A two-level cluster of shipping containers is planned for the triangular center of the parking lot at the newly remodeled Anderson Building. (Photo by John T. Ward. Click to enlarge)
By JOHN T. WARD
Shoppers at the food market planned for Red Bank’s Anderson Building will soon be able to watch some of their produce growing in a shipping container in the parking lot, its owner says.
The shipping container array will include retail space for pop-up shops, a small apartment and a hydroponic farm. Below, Chris Cole with a rendering of the Anderson Building in 2014. (Click to enlarge)
Metrovation Anderson, redeveloper of the long-vacant former warehouse at 200 Monmouth Street, won zoning board approval Thursday night for a series of changes to the project.
While the same board’s October, 2014 approval allowed for a freestanding, two-story structure made of shipping containers in the center of the parking lot along Shrewsbury Avenue, the new plan calls for shrinking a proposed apartment in the containers and using the rest of the upper level for a hydroponic gardening operation.

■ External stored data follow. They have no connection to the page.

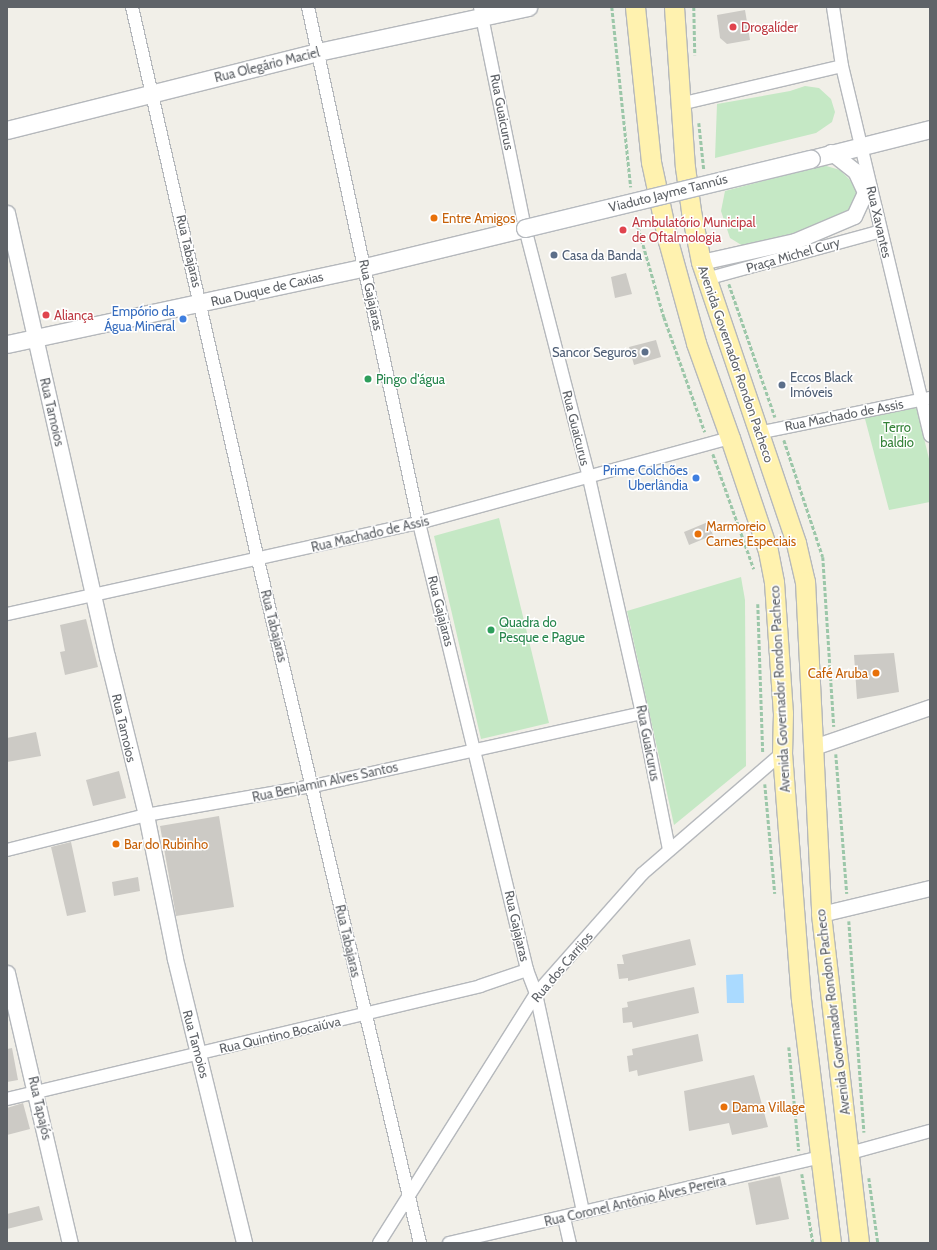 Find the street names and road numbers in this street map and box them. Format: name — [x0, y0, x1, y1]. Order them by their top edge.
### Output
street label: Rua Olegário Maciel — [213, 44, 321, 86]
street label: Rua Guaicurus — [487, 73, 517, 151]
street label: Viaduto Jayme Tannús — [607, 171, 729, 215]
street label: Rua Xavantes — [863, 184, 895, 260]
street label: Rua Tabajaras — [173, 213, 205, 289]
street label: Praça Michel Cury — [744, 234, 842, 276]
street label: Rua Gajajaras — [356, 258, 386, 332]
street label: Avenida Governador Rondon Pacheco — [695, 264, 777, 464]
street label: Rua Duque de Caxias — [209, 268, 325, 310]
street label: Rua Tamoios — [37, 376, 67, 448]
street label: Rua Guaicurus — [559, 389, 593, 467]
street label: Rua Machado de Assis — [783, 396, 905, 434]
street label: Rua Machado de Assis — [310, 513, 430, 555]
street label: Rua Gajajaras — [425, 574, 457, 648]
street label: Avenida Governador Rondon Pacheco — [767, 585, 793, 793]
street label: Rua Tabajaras — [257, 588, 291, 664]
street label: Rua Tamoios — [109, 692, 139, 764]
street label: Rua Guaicurus — [633, 704, 663, 782]
street label: Rua Benjamin Alves Santos — [251, 759, 399, 805]
street label: Rua Gajajaras — [501, 889, 533, 963]
street label: Rua Tabajaras — [332, 903, 364, 979]
street label: Avenida Governador Rondon Pacheco — [813, 908, 853, 1116]
street label: Rua dos Carrijos — [528, 929, 596, 1005]
street label: Rua Tamoios — [179, 1008, 213, 1080]
street label: Rua Quintino Bocaiúva — [218, 1013, 342, 1057]
street label: Rua Tapajós — [25, 1075, 55, 1141]
street label: Rua Coronel Antônio Alves Pereira — [543, 1172, 727, 1230] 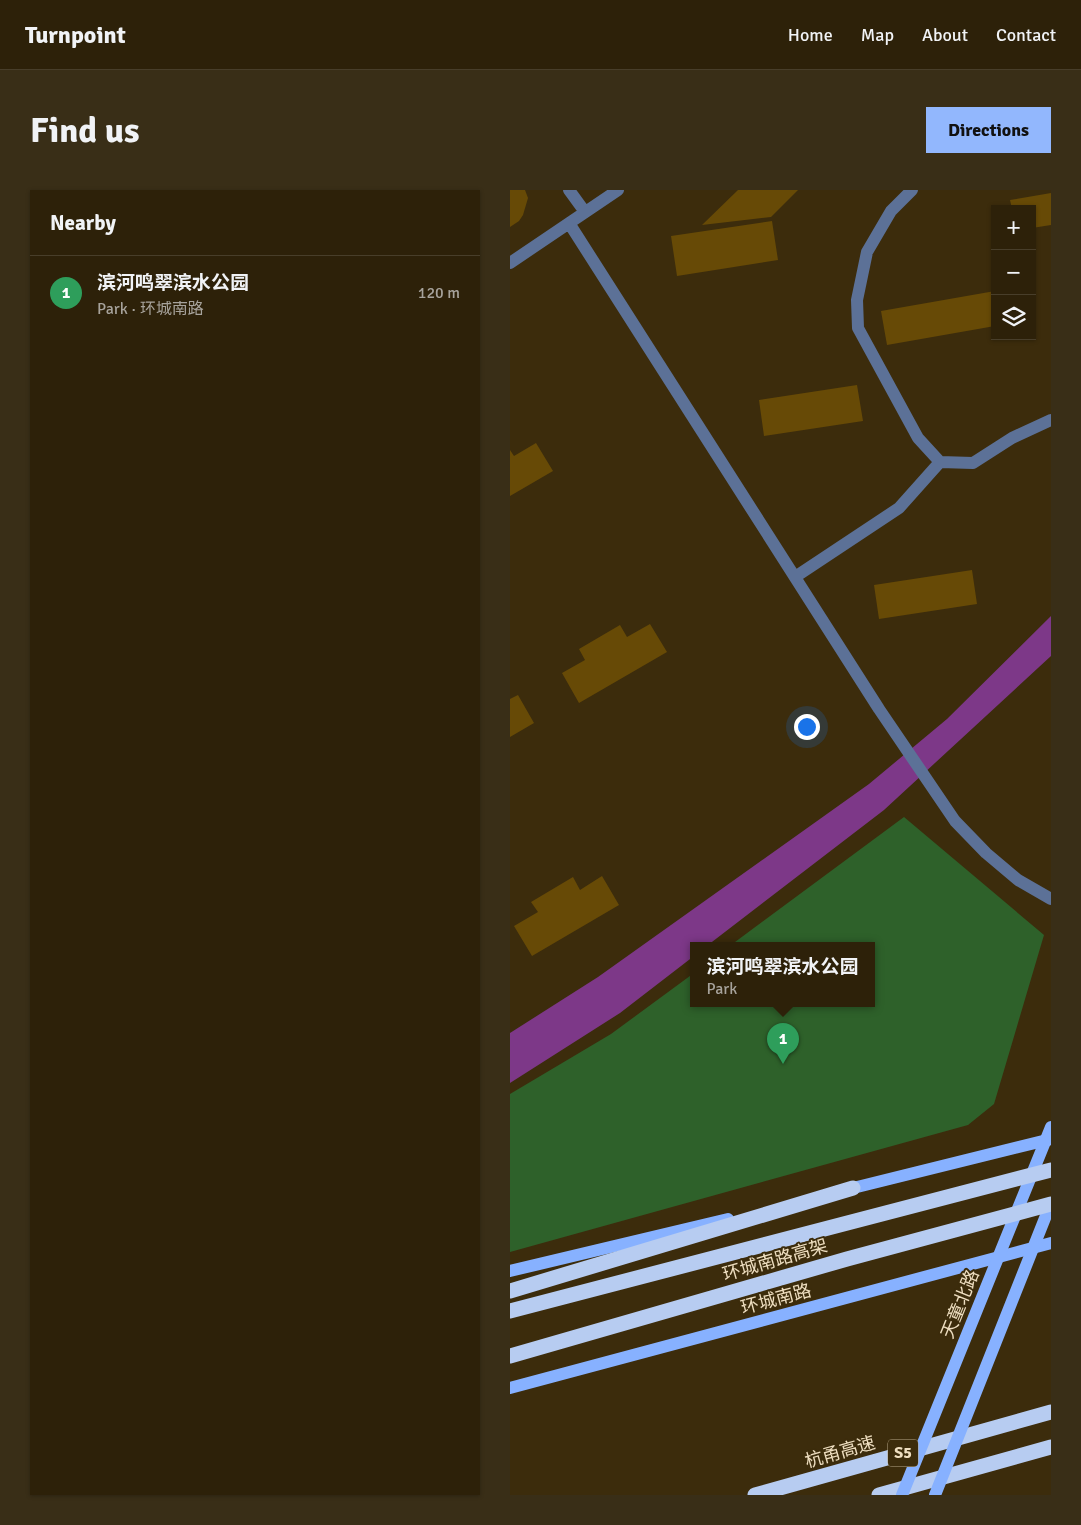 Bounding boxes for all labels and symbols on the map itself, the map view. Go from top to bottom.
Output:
your location [794,714,820,740]
pin: 1 [767,1023,799,1064]
street label: 环城南路高架 [720,1235,830,1285]
street label: 天童北路 [936,1267,984,1341]
street label: 环城南路 [738,1279,814,1319]
street label: 杭甬高速 [802,1432,878,1472]
road number: S5 [888,1440,918,1466]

Three Forks Local Greens, a Monmouth County-based hydroponic grower for restaurants and supplier to Sickles Market in Lincroft and B2 Restaurant in Red Bank, will operate the indoor farm, Metrovation principal Chris Cole told the board.
One end of the container will have a glass wall, “so when you pull into the parking lot, you’ll actually be watching the vegetables that will be grown and then sold right there” at Sickles Market Provisions, which plans to occupy the building’s first floor, Cole told the board.
The lower level of the containers is expected to be used by pop-up shops on a seasonal basis, Cole told the board. He said he’d been approached by a bookstore and a clothing seller, and envisioned the containers as starter lab for new retail ideas and an ever-changing draw for customers.
“We thought it would be interesting to sort of experiment with a bunch of tenants, nothing really long-term,” he said. “It will be tastefully done and nicely displayed.”
Cole told redbankgreen he hopes to have the shipping containers in operation by Memorial Day, 2020.
The board also approved a change that would allow non-office tenants on the second and third floors of the four-story primary structure. Cole said he had interest in the space from a wellness salon, a pilates studio and an interior design firm.
The board voted that the non-office tenants must not increase the parking demand for the building, which has 149 spaces on site.
Sickles Market Provisions plans to open January 10, owner Bob Sickles told redbankgreen recently.
Bottles by Sickles, a liquor store owned by Sickles, was to have opened earlier this month, but is now set to open November 15, Cole said.
Last month, advertising agency Sawtooth Group became the first business to occupy the Anderson Building in at least three decades, taking over the fourth floor.